Orson Welles, la bellezza dell’inganno. Titola così la Rivista del Cinematografo di maggio (da domani in edicola), nel lungo servizio dedicato al maestro americano, di cui ricorre il centenario della nascita. Personalità ingombrante, artista vulcanico, intellettuale contraddittorio, Welles ha fatto della propria vita un’estensione della propria arte, camuffando spesso l’una nell’altra, in barba a ogni giudizio morale, nel nome di un sublime illusionismo.

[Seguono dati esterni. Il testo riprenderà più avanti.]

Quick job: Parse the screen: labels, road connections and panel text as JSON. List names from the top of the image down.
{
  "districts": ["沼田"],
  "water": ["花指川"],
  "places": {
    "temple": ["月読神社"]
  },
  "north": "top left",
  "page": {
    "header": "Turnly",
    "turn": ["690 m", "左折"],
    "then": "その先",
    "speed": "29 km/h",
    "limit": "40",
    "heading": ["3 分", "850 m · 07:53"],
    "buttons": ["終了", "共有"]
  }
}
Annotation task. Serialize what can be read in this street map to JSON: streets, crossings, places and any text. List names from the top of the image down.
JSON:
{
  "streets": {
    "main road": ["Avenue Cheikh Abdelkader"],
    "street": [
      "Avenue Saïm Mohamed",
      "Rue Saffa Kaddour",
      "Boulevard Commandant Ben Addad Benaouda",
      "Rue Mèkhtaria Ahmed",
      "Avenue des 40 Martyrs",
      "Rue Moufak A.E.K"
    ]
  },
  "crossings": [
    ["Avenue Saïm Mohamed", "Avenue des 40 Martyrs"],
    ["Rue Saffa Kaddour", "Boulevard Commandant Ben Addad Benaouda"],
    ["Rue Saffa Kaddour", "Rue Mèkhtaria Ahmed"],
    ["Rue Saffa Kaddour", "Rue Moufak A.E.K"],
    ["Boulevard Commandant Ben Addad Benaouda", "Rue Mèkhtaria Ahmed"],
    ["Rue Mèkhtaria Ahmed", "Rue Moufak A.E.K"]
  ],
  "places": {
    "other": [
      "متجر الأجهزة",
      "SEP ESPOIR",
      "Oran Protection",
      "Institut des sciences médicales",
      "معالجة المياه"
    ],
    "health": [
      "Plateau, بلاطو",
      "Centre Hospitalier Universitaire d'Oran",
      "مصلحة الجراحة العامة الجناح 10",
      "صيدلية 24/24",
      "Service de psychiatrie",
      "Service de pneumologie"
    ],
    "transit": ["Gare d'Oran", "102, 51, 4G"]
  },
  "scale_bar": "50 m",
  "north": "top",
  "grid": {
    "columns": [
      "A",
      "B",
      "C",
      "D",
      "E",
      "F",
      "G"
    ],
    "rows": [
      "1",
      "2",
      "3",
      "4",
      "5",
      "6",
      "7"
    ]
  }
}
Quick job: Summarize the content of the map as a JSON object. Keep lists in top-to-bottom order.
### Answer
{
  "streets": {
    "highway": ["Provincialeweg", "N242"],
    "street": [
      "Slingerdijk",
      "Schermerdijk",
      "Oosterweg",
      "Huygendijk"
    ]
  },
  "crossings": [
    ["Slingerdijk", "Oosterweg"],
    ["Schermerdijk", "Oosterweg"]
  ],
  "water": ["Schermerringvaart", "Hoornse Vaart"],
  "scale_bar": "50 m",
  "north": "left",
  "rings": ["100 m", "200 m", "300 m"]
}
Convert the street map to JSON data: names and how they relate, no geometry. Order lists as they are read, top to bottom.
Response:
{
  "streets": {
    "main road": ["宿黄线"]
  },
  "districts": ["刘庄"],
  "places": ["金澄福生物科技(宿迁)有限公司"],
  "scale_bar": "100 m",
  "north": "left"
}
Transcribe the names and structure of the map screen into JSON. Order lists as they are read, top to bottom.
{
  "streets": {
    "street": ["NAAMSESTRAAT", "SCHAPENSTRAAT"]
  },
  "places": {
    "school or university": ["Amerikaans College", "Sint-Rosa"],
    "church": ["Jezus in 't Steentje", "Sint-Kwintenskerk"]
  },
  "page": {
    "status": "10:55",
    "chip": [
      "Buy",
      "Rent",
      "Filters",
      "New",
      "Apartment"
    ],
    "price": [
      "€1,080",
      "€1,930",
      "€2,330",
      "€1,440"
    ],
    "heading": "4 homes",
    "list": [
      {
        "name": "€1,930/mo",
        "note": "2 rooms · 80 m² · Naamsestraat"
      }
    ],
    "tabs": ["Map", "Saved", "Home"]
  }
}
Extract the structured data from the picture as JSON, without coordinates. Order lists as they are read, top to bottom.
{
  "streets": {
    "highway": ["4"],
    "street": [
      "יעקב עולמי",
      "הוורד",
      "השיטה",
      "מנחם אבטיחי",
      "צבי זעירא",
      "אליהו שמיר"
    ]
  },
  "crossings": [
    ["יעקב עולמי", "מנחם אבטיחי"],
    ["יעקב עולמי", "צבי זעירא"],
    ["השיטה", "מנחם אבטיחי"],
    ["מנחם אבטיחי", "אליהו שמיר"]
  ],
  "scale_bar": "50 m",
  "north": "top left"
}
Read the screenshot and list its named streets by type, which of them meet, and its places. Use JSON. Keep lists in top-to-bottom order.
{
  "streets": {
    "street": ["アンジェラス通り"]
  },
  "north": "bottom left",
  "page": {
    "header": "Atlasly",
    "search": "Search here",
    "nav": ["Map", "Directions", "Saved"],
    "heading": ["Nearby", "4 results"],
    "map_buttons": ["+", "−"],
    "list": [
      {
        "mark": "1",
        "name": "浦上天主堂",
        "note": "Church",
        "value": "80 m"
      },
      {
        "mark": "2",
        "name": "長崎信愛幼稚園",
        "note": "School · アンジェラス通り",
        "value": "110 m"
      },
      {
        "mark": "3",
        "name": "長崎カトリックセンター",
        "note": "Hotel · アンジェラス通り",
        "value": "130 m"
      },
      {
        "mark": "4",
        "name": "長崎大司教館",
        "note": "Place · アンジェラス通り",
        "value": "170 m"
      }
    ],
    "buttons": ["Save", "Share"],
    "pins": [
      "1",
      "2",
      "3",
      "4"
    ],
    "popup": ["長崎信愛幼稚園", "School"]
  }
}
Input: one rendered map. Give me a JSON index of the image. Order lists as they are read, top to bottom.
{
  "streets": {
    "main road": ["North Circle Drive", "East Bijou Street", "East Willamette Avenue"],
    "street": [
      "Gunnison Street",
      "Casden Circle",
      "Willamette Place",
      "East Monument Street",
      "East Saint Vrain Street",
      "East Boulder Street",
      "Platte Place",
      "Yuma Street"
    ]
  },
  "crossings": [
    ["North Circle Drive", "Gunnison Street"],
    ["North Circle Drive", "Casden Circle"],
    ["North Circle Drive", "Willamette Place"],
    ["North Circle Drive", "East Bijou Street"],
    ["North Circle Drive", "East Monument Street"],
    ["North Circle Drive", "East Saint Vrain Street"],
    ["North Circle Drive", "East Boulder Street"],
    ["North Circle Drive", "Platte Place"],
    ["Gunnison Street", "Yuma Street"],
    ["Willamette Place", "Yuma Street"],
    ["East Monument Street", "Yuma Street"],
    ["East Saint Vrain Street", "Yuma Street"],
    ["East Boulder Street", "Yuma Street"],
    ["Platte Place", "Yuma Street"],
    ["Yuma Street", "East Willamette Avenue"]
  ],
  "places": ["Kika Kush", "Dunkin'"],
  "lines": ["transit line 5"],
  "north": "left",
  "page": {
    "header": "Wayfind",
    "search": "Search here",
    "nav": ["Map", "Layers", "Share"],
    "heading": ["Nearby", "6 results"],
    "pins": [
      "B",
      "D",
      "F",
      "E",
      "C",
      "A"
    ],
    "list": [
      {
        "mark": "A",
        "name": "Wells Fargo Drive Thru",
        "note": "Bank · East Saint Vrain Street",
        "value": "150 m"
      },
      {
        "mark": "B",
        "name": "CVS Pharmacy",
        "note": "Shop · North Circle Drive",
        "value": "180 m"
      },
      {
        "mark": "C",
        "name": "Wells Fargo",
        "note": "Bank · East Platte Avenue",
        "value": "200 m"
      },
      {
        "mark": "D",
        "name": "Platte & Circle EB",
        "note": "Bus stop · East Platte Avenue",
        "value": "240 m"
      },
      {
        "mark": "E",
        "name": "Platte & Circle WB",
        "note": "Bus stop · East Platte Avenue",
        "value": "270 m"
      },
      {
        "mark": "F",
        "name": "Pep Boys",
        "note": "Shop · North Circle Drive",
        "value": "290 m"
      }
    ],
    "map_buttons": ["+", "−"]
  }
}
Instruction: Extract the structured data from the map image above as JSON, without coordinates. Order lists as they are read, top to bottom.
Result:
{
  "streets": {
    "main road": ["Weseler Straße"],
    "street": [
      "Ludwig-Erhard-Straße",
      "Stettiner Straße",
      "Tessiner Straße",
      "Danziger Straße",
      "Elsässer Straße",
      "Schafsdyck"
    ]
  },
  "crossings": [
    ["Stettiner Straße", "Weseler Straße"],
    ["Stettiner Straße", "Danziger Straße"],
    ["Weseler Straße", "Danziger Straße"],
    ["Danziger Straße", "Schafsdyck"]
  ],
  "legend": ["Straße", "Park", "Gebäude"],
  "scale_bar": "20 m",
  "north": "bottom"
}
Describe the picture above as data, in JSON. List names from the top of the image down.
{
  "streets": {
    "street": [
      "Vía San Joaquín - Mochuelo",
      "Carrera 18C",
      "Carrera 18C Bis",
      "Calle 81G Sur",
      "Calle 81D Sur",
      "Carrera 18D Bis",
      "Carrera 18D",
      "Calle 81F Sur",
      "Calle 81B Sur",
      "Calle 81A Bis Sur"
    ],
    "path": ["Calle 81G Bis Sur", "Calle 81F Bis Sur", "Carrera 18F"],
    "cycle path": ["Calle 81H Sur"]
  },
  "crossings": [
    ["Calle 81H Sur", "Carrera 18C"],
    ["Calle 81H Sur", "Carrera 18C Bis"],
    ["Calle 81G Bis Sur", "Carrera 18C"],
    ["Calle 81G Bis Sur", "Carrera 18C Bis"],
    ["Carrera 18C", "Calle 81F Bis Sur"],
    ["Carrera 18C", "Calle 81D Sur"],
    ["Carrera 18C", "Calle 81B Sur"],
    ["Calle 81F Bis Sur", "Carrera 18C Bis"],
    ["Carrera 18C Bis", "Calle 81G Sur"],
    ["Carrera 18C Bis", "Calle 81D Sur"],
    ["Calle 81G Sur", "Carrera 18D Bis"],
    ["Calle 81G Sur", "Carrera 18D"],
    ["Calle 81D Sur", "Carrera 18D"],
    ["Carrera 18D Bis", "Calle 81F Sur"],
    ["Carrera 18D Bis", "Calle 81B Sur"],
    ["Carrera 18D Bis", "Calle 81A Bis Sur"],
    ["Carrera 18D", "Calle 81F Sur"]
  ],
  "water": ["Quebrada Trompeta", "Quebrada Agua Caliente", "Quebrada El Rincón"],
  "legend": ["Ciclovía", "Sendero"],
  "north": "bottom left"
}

L’affabulazione, il bluff, il piacere di raccontare, l’esuberanza stilistica, sono stati quel “pieno” e quel “troppo” da esibire ora come volgare mercanzia (nella critica feroce a Hollywood e ai suoi feticci) ora come il tutto – la superficie e (anzi, è) la profondità - di una verità puramente estetica. Questo continuo giocare con le forme e i meccanismi illusori dello spettacolo non deve però portare a fraintendimenti: anziché denunciare la vanità dell’arte, sono questi stessi trucchi secondo Welles a dare un senso alla vita.

Chi cercasse nelle opere, negli scritti e nelle dichiarazioni che Orson Welles si è lasciato dietro, il grimaldello per l’enigma – scrive RdC - troverebbe solo una chiave che apre una porta dietro la quale di nasconde un’altra porta. Una chiave come quella mostrata in dettaglio in F for Fake, di cui Welles medesimo dice: “Questa chiave non vuole essere simbolo di niente”. Eppure continuiamo a cercarla. A cent’anni dalla nascita (6 maggio 1915 a Kenosha) di uno dei più grandi registi americani di sempre, ci sono scatole che devono ancora essere aperte. Come quella del mago che non abbia ancora finito il suo spettacolo. L’incanto di Welles, la malia che ci tieni avvinghiati al suo cinema come al canto della sirena, non è sortilegio, ma rinnovato stupore per la performance di cui è capace, l’inganno ben riuscito. Non è stato un mago, come pure più volte venne soprannominato, ma un attore che bene ha interpretato la parte del mago.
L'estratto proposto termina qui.